Now it is the Supreme Court of Canada’s turn to decide whether provincial restrictions on the importation of alcohol—and potentially many other legal products, including potatoes, cheese, maple syrup, and soon cannabis—can be squared with the language of Section 121. To see why it can’t, consider that there is no amount of alcohol that an individual can legally bring into Ontario. For the Court to rule that this absolute prohibition is consistent with Section 121, it would have to conclude that the Constitution’s insistence that goods be “admitted free” into a province can be interpreted so broadly that it includes the opposite meaning: “not admitted at all.”

This may sound like legal arcana, but if the Supreme Court approves that paradox, it would have significant real-world consequences for Canada’s economy. A StatsCan study this year found that the regulatory barriers to moving goods between provinces is equivalent to a 7-per-cent tax at the provincial borders. But unlike a tax, which at least provides revenue for government services, GDP lost to interprovincial red tape is simply that: lost. Lost revenue, lost savings, lost opportunity.

And what a lost opportunity. A 2015 study by the Senate of Canada found that full, free movement of goods, services, and licensed professionals within Canada would add between $50 billion and $130 billion to our GDP every year. By comparison, a free-trade agreement with China has been projected to increase GDP by $7.8 billion by 2030.

So why, at the Comeau hearing last week, did some Supreme Court justices seem so hesitant to bring our laws into the 21st-century? While some of the justices’ concerns reflected an understandable reluctance to be seen as setting economic policy from the bench, others exhibited a quintessentially Canadian myopia. One justice, for example, wondered: what would be the consequences if a restaurant in one province could order directly from a winery in another province? Who would regulate it?

Only in Canada could these still be questions in 2017. Why should wine be treated differently than the juice, salt, flour or even the cutlery and tablecloths used in the restaurant? The wine’s storage and sale would still be regulated under provincial health and safety laws. All that Section 121 requires is that there be no restrictions on where within Canada the restaurant could look for the best Canadian products to provide its customers.

Fortunately, outside the Supreme Court, Canadians don’t share this skepticism. A poll last month by the Montreal Economic Institute found that we overwhelmingly embrace the founding vision of an economic union. Eighty-nine per cent of Canadians agreed that we should be able to transport or ship legal goods from one part of the country to another. Seventy-two per cent “strongly agreed.”

This reflects a common sense that goes beyond the legal arguments in the Supreme Court. The benefits for consumers, producers, and the national economy are simply too great to ignore. At a time when our governments are desperate for new sources of revenue, we cannot afford to continue to leave as much as tens of billions of dollars on the table each year.

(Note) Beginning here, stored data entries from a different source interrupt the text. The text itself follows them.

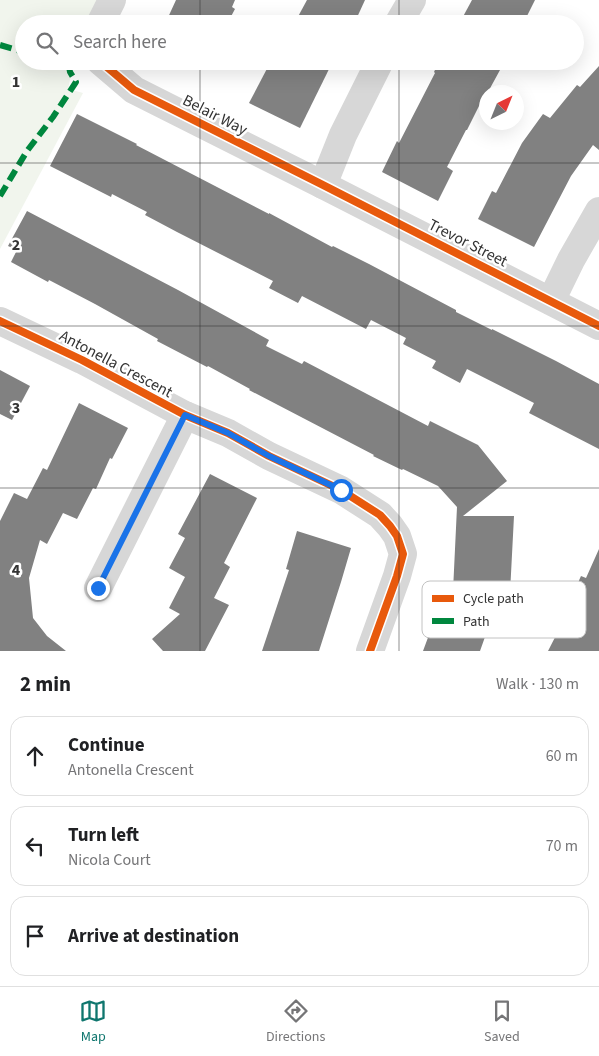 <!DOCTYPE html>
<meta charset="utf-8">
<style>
body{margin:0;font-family:"Source Sans 3",sans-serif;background:#f2f2f2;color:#202124}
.compass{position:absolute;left:479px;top:85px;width:45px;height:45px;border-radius:50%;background:#fff;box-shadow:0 5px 20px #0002;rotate:43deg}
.stop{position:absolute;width:15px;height:15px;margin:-11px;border:4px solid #1a73e8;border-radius:50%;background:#fff}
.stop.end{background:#1a73e8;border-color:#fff;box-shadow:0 1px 5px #0008}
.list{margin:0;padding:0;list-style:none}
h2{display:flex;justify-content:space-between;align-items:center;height:65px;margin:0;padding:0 20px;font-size:21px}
h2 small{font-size:16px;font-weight:400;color:#757577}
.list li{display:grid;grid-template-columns:32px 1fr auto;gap:15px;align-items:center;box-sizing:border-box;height:80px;margin:0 10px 10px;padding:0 10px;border:1px solid #e0e0e0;border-radius:15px}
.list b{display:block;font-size:19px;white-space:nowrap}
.list p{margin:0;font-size:16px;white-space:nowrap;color:#757577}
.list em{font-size:16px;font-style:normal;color:#757577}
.icon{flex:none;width:28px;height:28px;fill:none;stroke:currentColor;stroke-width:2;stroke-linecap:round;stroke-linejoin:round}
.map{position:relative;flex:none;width:599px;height:651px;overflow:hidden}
.search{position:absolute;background:#fff;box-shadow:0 5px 20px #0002;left:15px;right:15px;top:15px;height:55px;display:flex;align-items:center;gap:12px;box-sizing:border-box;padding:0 18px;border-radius:28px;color:#757577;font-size:19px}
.sheet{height:335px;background:#fff}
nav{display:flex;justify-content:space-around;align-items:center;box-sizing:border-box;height:70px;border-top:1px solid #e0e0e0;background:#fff;font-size:14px;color:#757577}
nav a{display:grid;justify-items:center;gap:2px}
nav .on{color:#0f766e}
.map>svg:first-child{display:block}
.green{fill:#f1f5ed}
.building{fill:#818181}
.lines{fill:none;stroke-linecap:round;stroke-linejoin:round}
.minor{stroke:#d7d7d7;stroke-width:28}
.quiet{stroke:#00873e;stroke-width:6;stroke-dasharray:12 6;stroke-linecap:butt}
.cycleway-casing{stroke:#fff;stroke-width:11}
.cycleway{stroke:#e8590c;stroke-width:8}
.route{stroke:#1a73e8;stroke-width:6}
.grid{fill:none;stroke:#333;stroke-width:1;stroke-opacity:0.55}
.labels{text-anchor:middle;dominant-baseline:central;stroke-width:5;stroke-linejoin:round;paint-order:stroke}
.street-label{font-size:16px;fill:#333;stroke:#fff}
.key{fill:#fff;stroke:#c2c2c2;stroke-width:1}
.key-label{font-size:14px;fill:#333}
.grid-label{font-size:16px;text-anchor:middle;font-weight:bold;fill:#333;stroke:#fff;stroke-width:5;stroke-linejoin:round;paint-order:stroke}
</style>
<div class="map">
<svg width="599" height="651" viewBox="0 0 599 651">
<rect width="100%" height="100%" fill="#fff"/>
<path class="green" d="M0,0h99l-11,24h-64v37h50l-6,28 15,4 -83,156z"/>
<g class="building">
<path d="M176,0h59l-3,7 3,2 -8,15h-62z"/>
<path d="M307,0h58l-11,24h-60z"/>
<path d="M472,0h63l-12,24h-64z"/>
<path d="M271,61h62l-33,67 -51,-25z"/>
<path d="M439,61h62l-4,7 3,2 -12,22h-2l-1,6h-2l-16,32h-1l-19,37 6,4 -15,30 -56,-29 15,-31 2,2 36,-70 -1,-1z"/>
<path d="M599,66v84l-6,-5 -22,31 -37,71 -56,-28 14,-28 4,2 26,-50 21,-29 7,4 27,-33 3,2z"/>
<path d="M77,114l60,30 -1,1 133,69v-1l63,34 1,-1 36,18 87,46v2l36,18v-1l64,32 43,23v65l-70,-36 5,-10 -67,-34 -7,14 -28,-15 4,-7 -33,-17 3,-6 -35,-18 -5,9 -64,-33 -4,7 -29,-15 4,-7 -96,-49 -32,-17 2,-3 -35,-18 -1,3 -61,-31z"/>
<path d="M27,211l151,79 91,50 -3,6 36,18 2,-3 124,65 2,-5 48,24 29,36 -44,35h51l-4,77 -9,-1 -21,59h-57l23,-62 7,2 4,-84 -19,-21 -35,-17 -1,1 -29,-14 1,-1 -125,-65 1,-1 -42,-23 -1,1 -50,-26 1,-2 -63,-35 -46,-24 -1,2 -37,-20 6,-12 -9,-4z"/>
<path d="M0,370l30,16 -18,34 -12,-6z"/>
<path d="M79,403l49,25 -16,31 -2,-1 -14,31 -3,-1 -16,31 -14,-6 -16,31 -7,-4 -11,38 4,40 14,18 19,15h-66v-130l14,-28 13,6 16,-31 4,2z"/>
<path d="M210,474l47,24 -33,65 6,4 -16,31 15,7 -24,46h-42l-11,-12 28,-25 -11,-6 16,-31 -16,-9 16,-30 -7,-4z"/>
<path d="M297,531l54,17 -10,34 -22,69h-57l27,-81 -3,-1z"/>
<path d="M599,549v102h-51l21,-41 -3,-1 15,-33 5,2z"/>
</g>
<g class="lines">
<g class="minor">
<path d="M100,24l12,-24"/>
<path d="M398,24l14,-24"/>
<path d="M100,61l34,29 189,95 276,141"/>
<path d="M323,185l20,-50 37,-74"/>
<path d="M551,301l20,-41 28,-49"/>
<path d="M0,321l82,39 103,55 43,18 41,23 72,34 39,25 10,11 7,10 6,18 -6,22 -27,75"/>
<path d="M98,588l87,-173"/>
</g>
<g class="quiet">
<path d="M0,45l24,7"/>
<path d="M0,196l27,-45 26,-34 23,-35 -6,-10 -2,-11"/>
</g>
<defs>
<g id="cycleway">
<path d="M100,61l34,29 189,95 276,141"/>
<path d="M0,321l82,39 103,55 43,18 41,23 72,34 39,25 10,11 7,10 6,18 -6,22 -27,75"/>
</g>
</defs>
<use href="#cycleway" class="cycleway-casing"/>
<use href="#cycleway" class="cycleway"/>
</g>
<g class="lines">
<path class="route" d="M98,588l87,-173 43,18 41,23 72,34"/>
</g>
<path class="grid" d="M200,0v24M399,0v24M200,61v590M399,61v590M0,163h599M0,326h599M0,488h599"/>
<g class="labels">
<g class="street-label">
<text transform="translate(215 115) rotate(27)">Belair Way</text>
<text transform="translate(468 243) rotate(27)">Trevor Street</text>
<text transform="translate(116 364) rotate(28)">Antonella Crescent</text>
</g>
</g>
<rect x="422" y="581" width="164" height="57" rx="8" class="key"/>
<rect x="432" y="595" width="22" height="7" fill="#e8590c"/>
<rect x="432" y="618" width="22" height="6" fill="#00873e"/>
<g class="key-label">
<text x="463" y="603">Cycle path</text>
<text x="463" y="626">Path</text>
</g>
<g class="grid-label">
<text x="16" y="87">1</text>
<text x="16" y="250">2</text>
<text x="16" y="413">3</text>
<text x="16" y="575">4</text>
</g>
</svg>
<svg class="compass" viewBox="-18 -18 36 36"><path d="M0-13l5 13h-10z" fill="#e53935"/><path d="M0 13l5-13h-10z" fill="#757577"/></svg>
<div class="stop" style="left:341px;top:490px"></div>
<div class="stop end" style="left:98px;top:588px"></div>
<div class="search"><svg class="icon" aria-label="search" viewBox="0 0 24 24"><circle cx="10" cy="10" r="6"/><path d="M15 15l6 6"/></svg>Search here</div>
</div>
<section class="sheet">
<h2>2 min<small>Walk · 130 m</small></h2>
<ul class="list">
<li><svg class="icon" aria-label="ahead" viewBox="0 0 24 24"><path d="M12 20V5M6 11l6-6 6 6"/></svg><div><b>Continue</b><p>Antonella Crescent</p></div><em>60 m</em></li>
<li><svg class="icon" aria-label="left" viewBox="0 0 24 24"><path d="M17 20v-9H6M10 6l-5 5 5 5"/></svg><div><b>Turn left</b><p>Nicola Court</p></div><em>70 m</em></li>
<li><svg class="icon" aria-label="arrive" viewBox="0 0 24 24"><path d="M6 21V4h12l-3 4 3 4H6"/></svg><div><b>Arrive at destination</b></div></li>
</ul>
</section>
<nav>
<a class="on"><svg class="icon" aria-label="map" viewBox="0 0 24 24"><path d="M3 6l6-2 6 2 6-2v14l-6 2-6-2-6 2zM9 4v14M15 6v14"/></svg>Map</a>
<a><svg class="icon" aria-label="directions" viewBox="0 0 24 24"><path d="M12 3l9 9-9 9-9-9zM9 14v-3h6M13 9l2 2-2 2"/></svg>Directions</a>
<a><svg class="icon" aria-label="saved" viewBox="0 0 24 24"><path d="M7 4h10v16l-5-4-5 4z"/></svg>Saved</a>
</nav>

Regardless of how the Supreme Court rules, it is time for our leaders to step up and dismantle protectionist provincial barriers. They could do it tomorrow. All it would take is a patriotic vision and bold leadership. And therein lies the real irony of the Comeau case: when it comes to free trade within Canada, the Fathers of Confederation—those stiff Victorian gentlemen in sepia portraits—were more imaginative and forward-thinking than our leaders today.